This will not be a traditional book review. This is one person's reaction, what I want to note about the book in the hopes that I will persuade you to read it. I am sure others will later share their perceptions, and one or more might attempt a more formal review.
In understanding this book it might help to know about Saul Alinsky. Markos notes his own birth in 1971, the year Alinsky wrote his seminal work Rules for Radicals. There are two epigrams at the start of the book, one by Theodore Roosevelt:
Do what you can, with what you have, where you are.
and the other by Alinsky,
Conflict is the essential core of a free and open society.
In the prologue to this book Kos writes of the '71 Alinsky book that it
was an ode to practicality, common sense and rational activism.
In the same passage, he quotes Alinsky writing
"It is most important for those of us who want revolutionary change to understand that the revolution must be preceded by reformation. To assume that a political revolution can survive without the supporting base of a popular reformation is to ask for the impossible in politics."
I quote this because it seems to me that those words provide an appropriate guide to understanding the purpose of this book, to helping explain why Markos picks the examples that he does, and how he uses them.
Between prologue and epilogue are 8 chapters, each beginning with a statement in the form of an epigram that lays out the key idea of the chapter, each having three or four subsections to illuminate that main point. For example, the first chapter is entitled THE NEW INSURGENTS and has three subsections: Bypass the Gatekeepers; Crush the Gatekeepers; Influence the Gatekeepers. And the opening statement after the chapter title appears in italics and reads like this:
To create long-lasting change in a democracy, you must shape public opinion by making your voice heard, your ideas clear, and your cause visible. In today's world, that means you must manage modern media - not just its technology, but its gatekeepers, too, by bypassing, crushing, or influencing them.
This shows how the author lays out chapter by chapter a clear architecture of what he is going to discuss. Thus, even though my proof edition has no index (nor is it clear there will be one in the final edition) by looking at the listing of the Contents and then reading that blurb at the start of each chapter, one can readily determine what one is about to read. While I read the book from front to back, I can imagine some people gaining benefit by reading the prologue, then perhaps dipping into chapters not in order. Some material, for example aspects of the Webb campaign, appear in more than one place because they are relevant to more than one part of the presentation, and it is possible to understand that relevance without having read the other parts, although I am sure the author would prefer that you read the entire book in the order he chose to present it.
The remaining chapters are entitled, in order,
MOBILIZE
SET THE NARRATIVE
REINVENT THE STREET PROTEST
FEED THE BACKLASH
DON'T BELIEVE THE HYPE
FIGHT SMALL, WIN BIG
THE UNLIKELY WARRIORS
and I don't think it give anything away to say that the four people referred to by that last chapter are Carol Shea-Porter, Michael J. Fox, Stephen Colbert, and Graeme Frost - that by itself should make it very clear that this book is about one heck of a lot more than blogging.

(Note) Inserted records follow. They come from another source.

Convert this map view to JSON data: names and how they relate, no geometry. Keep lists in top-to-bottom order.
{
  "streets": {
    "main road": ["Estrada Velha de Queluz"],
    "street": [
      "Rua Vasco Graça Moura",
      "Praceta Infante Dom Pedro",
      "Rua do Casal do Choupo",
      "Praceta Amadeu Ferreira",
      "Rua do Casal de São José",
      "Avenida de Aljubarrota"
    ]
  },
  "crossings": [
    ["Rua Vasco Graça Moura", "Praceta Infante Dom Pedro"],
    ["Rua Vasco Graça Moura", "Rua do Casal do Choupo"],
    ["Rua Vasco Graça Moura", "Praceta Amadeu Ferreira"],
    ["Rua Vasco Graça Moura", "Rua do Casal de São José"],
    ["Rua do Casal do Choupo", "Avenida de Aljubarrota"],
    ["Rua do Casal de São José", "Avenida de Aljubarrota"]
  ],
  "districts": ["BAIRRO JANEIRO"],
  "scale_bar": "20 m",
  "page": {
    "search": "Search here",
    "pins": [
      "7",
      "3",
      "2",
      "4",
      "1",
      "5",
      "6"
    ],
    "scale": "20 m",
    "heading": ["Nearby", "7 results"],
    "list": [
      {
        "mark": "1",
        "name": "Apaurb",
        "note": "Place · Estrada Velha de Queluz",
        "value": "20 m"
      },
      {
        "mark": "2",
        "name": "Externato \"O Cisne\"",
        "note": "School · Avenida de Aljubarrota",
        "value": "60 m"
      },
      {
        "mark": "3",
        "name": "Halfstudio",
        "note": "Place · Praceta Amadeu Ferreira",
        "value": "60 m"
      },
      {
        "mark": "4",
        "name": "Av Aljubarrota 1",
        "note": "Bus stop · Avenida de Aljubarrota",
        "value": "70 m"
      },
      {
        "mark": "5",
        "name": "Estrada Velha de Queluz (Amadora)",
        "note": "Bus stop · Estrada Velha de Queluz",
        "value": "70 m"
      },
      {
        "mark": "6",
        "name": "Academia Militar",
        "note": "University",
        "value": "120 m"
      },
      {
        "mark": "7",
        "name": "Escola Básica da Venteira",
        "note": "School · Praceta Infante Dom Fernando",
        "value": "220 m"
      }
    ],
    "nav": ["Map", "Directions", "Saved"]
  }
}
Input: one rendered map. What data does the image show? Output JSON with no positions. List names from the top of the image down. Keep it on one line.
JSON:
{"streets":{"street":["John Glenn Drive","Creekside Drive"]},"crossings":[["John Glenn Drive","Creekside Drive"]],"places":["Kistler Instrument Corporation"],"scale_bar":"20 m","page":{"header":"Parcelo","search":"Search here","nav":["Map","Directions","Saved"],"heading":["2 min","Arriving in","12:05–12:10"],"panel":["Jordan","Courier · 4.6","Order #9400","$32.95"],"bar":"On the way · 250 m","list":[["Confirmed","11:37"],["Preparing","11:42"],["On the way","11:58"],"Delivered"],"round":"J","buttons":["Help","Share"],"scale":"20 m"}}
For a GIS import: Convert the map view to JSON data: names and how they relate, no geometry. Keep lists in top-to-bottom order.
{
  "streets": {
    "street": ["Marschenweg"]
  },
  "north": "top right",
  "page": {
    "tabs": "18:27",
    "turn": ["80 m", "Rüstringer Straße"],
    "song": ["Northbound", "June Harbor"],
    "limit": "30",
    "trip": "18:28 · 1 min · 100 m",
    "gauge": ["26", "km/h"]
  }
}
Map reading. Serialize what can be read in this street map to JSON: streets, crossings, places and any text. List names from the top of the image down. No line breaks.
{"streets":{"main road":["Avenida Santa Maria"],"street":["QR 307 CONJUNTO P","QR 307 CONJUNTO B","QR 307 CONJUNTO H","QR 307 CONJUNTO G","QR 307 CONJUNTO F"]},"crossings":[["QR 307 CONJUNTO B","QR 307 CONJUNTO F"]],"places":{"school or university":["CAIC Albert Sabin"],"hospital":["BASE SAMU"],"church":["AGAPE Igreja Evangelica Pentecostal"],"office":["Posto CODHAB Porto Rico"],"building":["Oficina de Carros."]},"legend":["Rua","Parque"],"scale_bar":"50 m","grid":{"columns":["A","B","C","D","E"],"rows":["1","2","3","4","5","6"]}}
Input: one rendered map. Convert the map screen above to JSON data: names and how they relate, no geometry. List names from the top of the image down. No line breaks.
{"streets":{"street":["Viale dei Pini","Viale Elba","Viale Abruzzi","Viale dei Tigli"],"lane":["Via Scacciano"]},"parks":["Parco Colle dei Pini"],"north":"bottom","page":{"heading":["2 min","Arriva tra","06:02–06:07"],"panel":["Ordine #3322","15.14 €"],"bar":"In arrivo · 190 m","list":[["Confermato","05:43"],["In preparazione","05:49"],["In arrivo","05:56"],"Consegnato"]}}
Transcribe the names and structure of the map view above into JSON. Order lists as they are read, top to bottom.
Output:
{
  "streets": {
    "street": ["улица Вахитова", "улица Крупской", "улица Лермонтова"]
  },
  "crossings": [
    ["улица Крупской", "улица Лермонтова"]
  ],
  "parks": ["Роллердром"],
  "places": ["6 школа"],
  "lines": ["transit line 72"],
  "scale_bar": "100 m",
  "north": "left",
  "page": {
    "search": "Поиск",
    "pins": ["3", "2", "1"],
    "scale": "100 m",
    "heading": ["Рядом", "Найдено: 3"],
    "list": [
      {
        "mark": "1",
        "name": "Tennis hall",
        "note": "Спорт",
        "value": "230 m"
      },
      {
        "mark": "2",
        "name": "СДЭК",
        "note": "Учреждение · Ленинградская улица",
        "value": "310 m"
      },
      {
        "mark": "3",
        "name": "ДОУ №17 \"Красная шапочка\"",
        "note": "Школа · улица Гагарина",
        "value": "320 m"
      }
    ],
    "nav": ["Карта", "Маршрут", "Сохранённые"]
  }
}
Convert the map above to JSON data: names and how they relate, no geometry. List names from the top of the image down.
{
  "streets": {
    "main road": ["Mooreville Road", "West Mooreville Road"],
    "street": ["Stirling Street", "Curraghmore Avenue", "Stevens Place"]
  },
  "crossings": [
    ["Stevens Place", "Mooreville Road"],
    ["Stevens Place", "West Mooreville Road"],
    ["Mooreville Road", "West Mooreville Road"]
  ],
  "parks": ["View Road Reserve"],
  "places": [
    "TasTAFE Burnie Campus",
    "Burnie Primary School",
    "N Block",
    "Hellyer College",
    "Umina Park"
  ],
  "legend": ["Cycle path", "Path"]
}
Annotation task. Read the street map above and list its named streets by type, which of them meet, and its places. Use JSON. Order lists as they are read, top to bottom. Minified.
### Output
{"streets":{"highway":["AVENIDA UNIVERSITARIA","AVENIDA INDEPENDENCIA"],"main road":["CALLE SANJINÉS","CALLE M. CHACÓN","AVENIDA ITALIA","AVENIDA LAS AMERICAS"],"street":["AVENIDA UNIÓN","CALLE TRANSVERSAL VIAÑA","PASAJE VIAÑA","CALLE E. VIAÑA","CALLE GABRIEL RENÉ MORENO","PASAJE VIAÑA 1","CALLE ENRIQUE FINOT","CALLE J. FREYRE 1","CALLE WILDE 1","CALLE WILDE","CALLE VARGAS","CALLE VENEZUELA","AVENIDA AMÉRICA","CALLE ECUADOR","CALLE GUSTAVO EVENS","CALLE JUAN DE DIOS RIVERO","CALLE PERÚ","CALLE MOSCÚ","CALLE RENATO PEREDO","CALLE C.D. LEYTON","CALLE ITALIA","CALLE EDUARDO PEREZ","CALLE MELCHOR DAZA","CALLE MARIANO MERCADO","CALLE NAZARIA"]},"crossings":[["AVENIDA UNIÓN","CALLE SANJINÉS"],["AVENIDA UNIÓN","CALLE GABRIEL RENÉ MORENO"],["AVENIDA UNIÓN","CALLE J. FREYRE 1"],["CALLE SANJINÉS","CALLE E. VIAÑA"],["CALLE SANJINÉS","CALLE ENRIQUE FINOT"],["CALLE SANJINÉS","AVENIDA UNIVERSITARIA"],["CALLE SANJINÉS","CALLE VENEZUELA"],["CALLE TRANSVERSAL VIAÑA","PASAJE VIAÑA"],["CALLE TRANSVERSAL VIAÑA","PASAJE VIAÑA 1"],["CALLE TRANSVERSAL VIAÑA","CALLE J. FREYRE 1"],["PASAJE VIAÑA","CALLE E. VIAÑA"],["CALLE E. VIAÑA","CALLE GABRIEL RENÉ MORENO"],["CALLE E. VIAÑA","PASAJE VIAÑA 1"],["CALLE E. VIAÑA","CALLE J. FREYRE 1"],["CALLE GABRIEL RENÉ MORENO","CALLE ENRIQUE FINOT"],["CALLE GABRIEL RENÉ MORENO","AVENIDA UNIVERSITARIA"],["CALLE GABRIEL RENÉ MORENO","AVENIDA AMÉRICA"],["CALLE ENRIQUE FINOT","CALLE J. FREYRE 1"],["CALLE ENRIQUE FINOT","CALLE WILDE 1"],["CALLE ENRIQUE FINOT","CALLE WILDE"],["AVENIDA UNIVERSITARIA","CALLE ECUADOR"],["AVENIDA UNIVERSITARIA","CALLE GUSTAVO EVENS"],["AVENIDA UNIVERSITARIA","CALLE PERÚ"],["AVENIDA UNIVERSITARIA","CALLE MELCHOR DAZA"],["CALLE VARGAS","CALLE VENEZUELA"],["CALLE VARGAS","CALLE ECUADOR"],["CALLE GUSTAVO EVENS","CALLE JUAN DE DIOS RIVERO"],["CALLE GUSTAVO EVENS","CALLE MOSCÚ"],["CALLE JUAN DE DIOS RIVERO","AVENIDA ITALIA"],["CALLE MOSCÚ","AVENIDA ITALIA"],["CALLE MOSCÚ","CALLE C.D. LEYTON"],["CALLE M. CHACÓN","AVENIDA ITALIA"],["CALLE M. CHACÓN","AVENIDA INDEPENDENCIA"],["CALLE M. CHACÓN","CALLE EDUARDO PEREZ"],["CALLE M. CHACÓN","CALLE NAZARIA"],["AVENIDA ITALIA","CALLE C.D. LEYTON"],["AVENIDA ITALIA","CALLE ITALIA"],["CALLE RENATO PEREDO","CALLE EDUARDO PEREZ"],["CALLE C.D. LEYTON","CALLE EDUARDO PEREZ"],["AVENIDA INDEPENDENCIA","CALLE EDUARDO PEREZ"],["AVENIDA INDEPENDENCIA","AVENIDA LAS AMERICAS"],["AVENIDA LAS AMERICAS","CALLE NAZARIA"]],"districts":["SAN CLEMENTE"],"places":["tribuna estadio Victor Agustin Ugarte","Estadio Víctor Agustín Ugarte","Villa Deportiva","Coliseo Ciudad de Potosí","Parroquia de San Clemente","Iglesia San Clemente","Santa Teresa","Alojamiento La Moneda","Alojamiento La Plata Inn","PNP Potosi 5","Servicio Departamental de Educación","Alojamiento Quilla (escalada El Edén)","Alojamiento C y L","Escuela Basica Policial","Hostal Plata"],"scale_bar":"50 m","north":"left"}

I want to approach this book in a somewhat unusual way. The next section of this diary will consist only of quotes. I will not tell you from what part of the book each comes, nor will they necessarily be in the order they appear in the book. Most will be relatively short. These are things that caught my full attention as I read, and I hope that in offering them I will further whet your appetite for the entire book. And Markos, please don't accuse me of copyright infringement - the total amount I will offer will actually be a quite small portion of what you have written.
Making politics and causes participatory, exciting, and fun is a key to sustaining citizen involvement.
The examples of Eli Pariser and Gina Copper illustrate the power of networks, of bringing people with various skill, initiative, and drive to build something larger than themselves. They also show that, with enough initiative and drive, we can become "professionals" overnight.
Some battles are worth fighting to force rapid change, and choice and civil rights certainly qualify, but the fact remains that the most desirable pathway to change is slow, steady, and incremental, a process that can bring whole societies along. It's the difference between having courts force something on the people and having the people - through their elected representatives in a legislature - make that decision themselves. Only in extreme cases do we want to make that decision for the people, because the most effective change occurs when people lead the way with the ideas they've already bought into - and that takes a long-term commitment to engaging in political persuasion. It is evolution, rather than revolution.
If you find a niche that resonates with a wider audience, a niche were you find yourself being effective, exploit that niche. Extend from that niche carefully, mindful that such expansion may cost you the audience that initially empowered you. Like a recording artist attempting to enter new music genres, changing your game can confuse and annoy a public that expects you to provide a specific product.
These social experiences, whether in a bar or at a barbecue or at a restaurant or in someone's home, have a way of bonding us. And the more bonded the troops are, the more purposefully will they pursue their mission.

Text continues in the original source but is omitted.